Michael Alex Conley Jr. (born October 11, 1987) is an American professional basketball player for the Minnesota Timberwolves of the National Basketball Association (NBA). He was drafted as the fourth overall pick in the 2007 NBA draft by the Memphis Grizzlies. Conley spent 12 seasons with the Grizzlies and became the team's all time leading scorer before being traded to the Utah Jazz in 2019, then traded again to the Timberwolves in 2023.

His father, Mike Conley Sr., was an Olympic gold and silver medalist in track and field.

College career
In his freshman year at Ohio State, Conley averaged 11.3 points and led the Big Ten Conference in assists with 6.1 per game.
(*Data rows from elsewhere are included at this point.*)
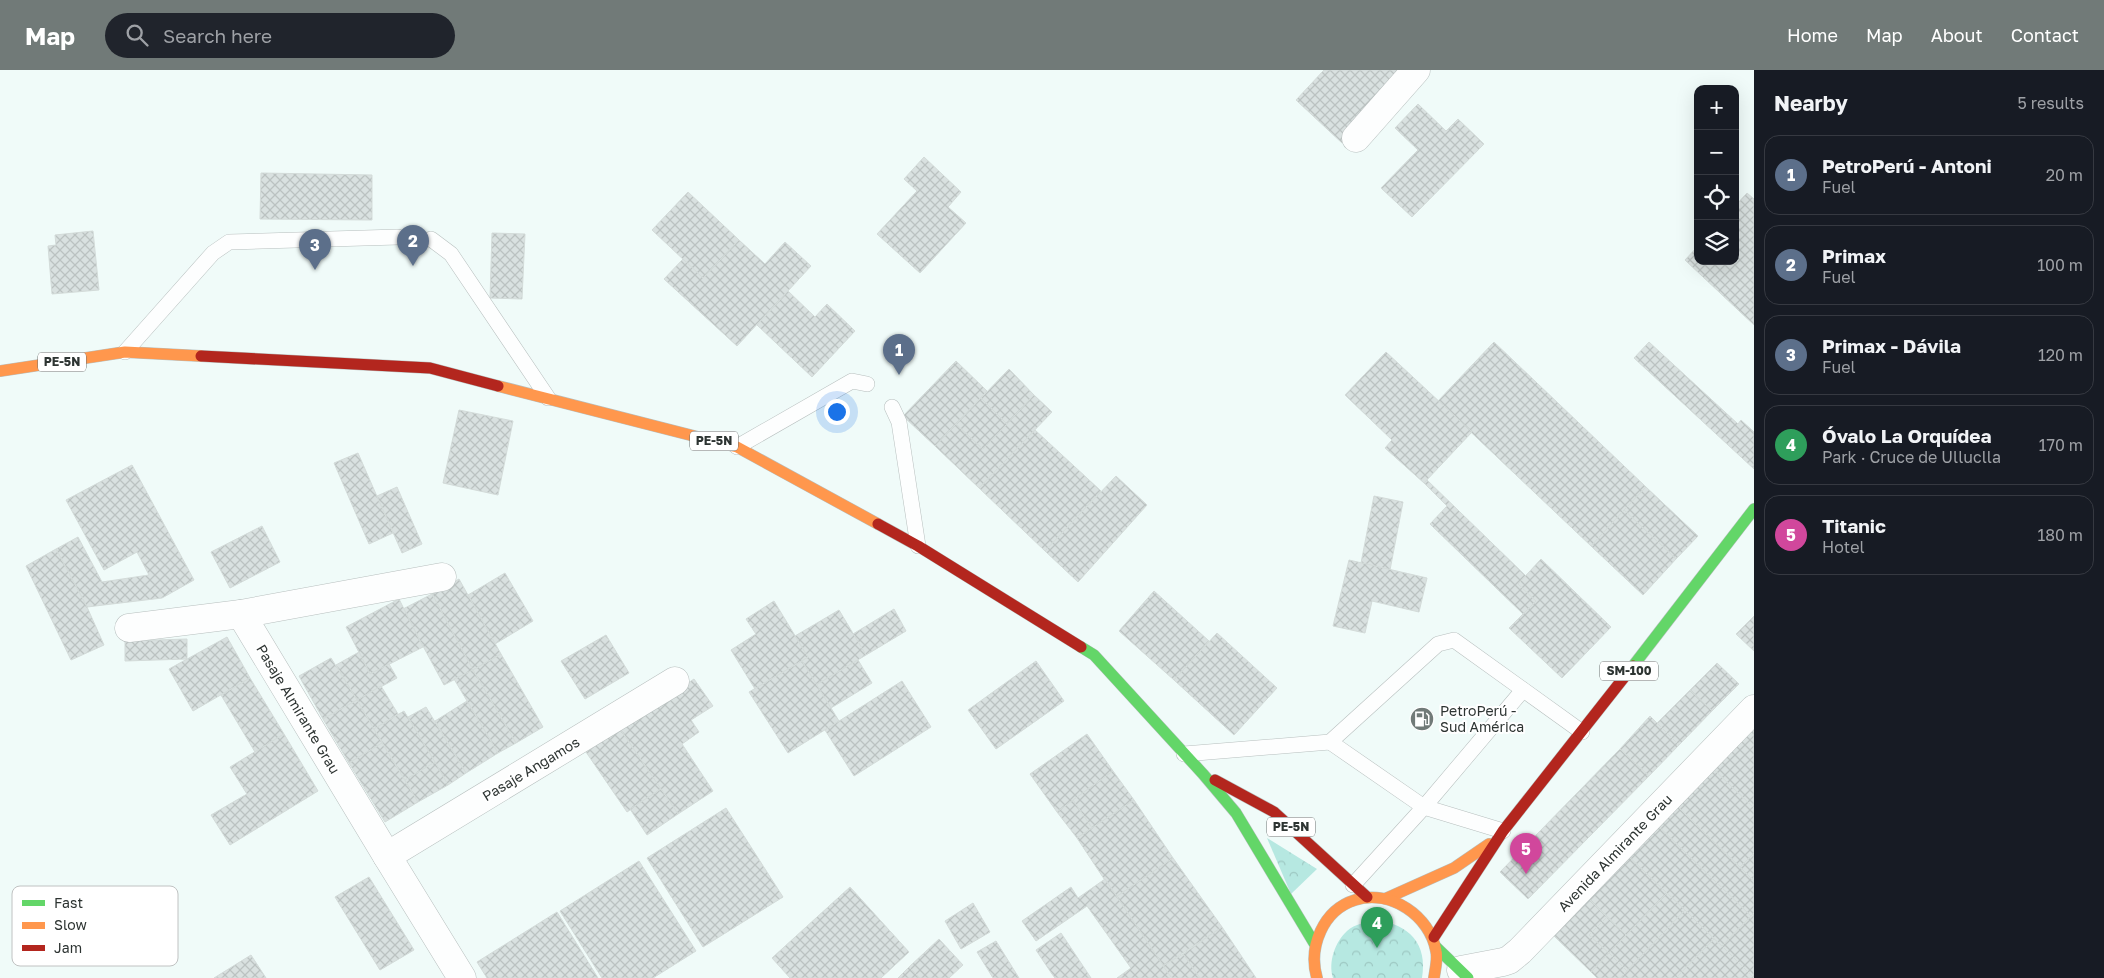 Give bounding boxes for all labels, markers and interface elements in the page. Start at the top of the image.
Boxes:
search box [105,13,455,58]
text: Map [25,21,75,50]
icon: search [123,21,151,49]
text: Search here [163,24,272,47]
text: Home [1787,24,1838,46]
text: Map [1866,24,1903,46]
text: About [1931,24,1983,46]
text: Contact [2011,24,2079,46]
map controls [1694,85,1739,265]
button: + [1694,85,1739,130]
text: Nearby [1774,90,1848,116]
text: 5 results [2018,93,2084,113]
button: − [1694,130,1739,175]
text: PetroPerú - Antoni [1822,154,1992,177]
text: 1 [1787,165,1795,185]
text: 20 m [2046,165,2083,185]
button: locate [1694,175,1739,220]
text: Fuel [1822,177,1856,197]
button: layers [1694,220,1739,265]
pin: 2 [397,225,429,266]
pin: 3 [299,229,331,270]
text: Primax [1822,244,1886,267]
text: 2 [1786,255,1796,275]
text: 100 m [2037,255,2083,275]
text: Fuel [1822,267,1856,287]
pin: 1 [883,334,915,375]
text: Primax - Dávila [1822,334,1961,357]
text: 3 [1786,345,1796,365]
text: 120 m [2038,345,2083,365]
road number: PE-5N [38,352,86,372]
text: Fuel [1822,357,1856,377]
your location [824,399,850,425]
text: Óvalo La Orquídea [1822,424,1991,447]
road number: PE-5N [690,432,738,451]
text: 4 [1786,435,1796,455]
text: 170 m [2039,435,2083,455]
text: Park · Cruce de Ulluclla [1822,447,2001,467]
text: Titanic [1822,514,1886,537]
text: 5 [1786,525,1796,545]
text: 180 m [2037,525,2083,545]
text: Hotel [1822,537,1865,557]
street label: Pasaje Almirante Grau [253,641,344,776]
road number: SM-100 [1600,662,1658,680]
place label: PetroPerú - Sud América [1440,702,1524,735]
fuel station icon: PetroPerú - Sud América [1409,706,1435,732]
street label: Pasaje Angamos [479,733,582,804]
street label: Avenida Almirante Grau [1554,790,1675,915]
road number: PE-5N [1267,818,1315,836]
pin: 5 [1510,833,1542,874]
legend [12,886,178,966]
text: Fast [54,894,83,911]
pin: 4 [1361,907,1393,948]
text: Slow [54,916,87,933]
text: Jam [54,939,82,956] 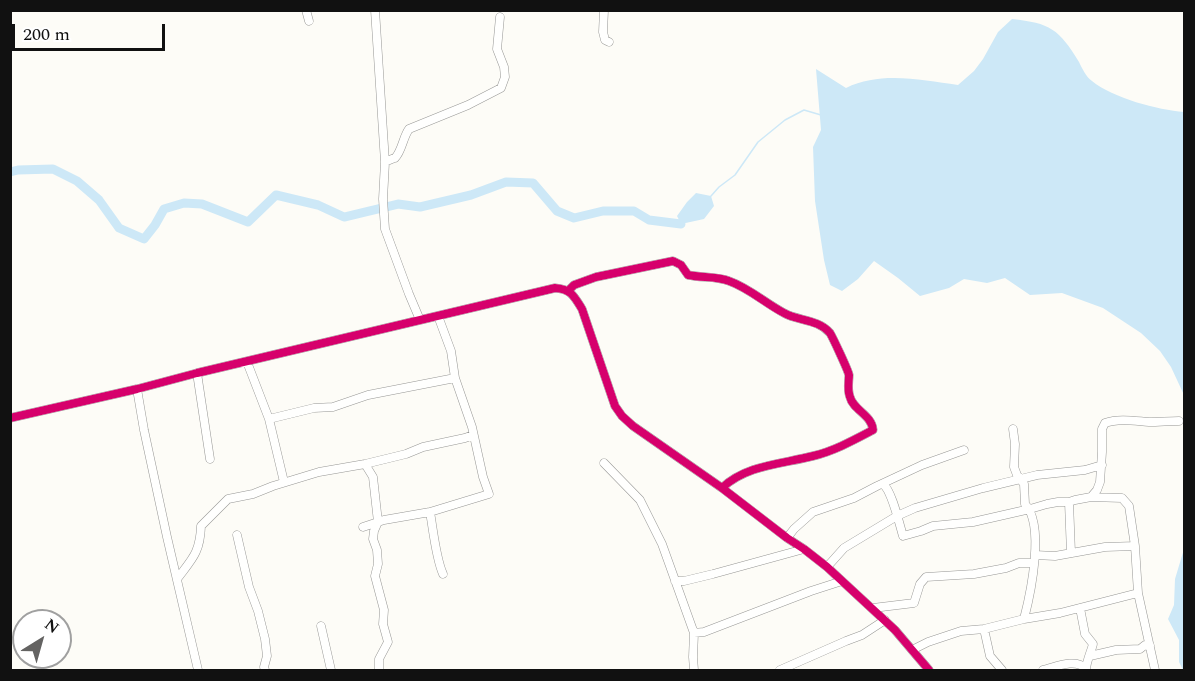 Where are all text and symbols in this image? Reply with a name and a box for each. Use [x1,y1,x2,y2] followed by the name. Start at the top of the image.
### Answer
[15,12,168,50] scale bar
[23,21,70,48] text: 200 m
[12,609,72,669] north arrow
[39,613,64,640] text: N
Conley, together with fellow freshman star Greg Oden, led the Buckeyes to a Big Ten conference championship and a runner-up finish in the NCAA Tournament.

On the road to the championship game, the Buckeyes defeated Central Connecticut State, Xavier, Tennessee, Memphis, and Georgetown, only to lose in the championship game to the repeat national champions Florida. Conley's best performance in the tournament came in the contest against Xavier. He recorded 21 points, 4 assists, 2 steals, and 3 blocks as Ohio State defeated the Musketeers in overtime. Greg Oden fouled out in regulation, and Conley scored 11 of his 21 points in the extra period to lead the Buckeyes to a victory.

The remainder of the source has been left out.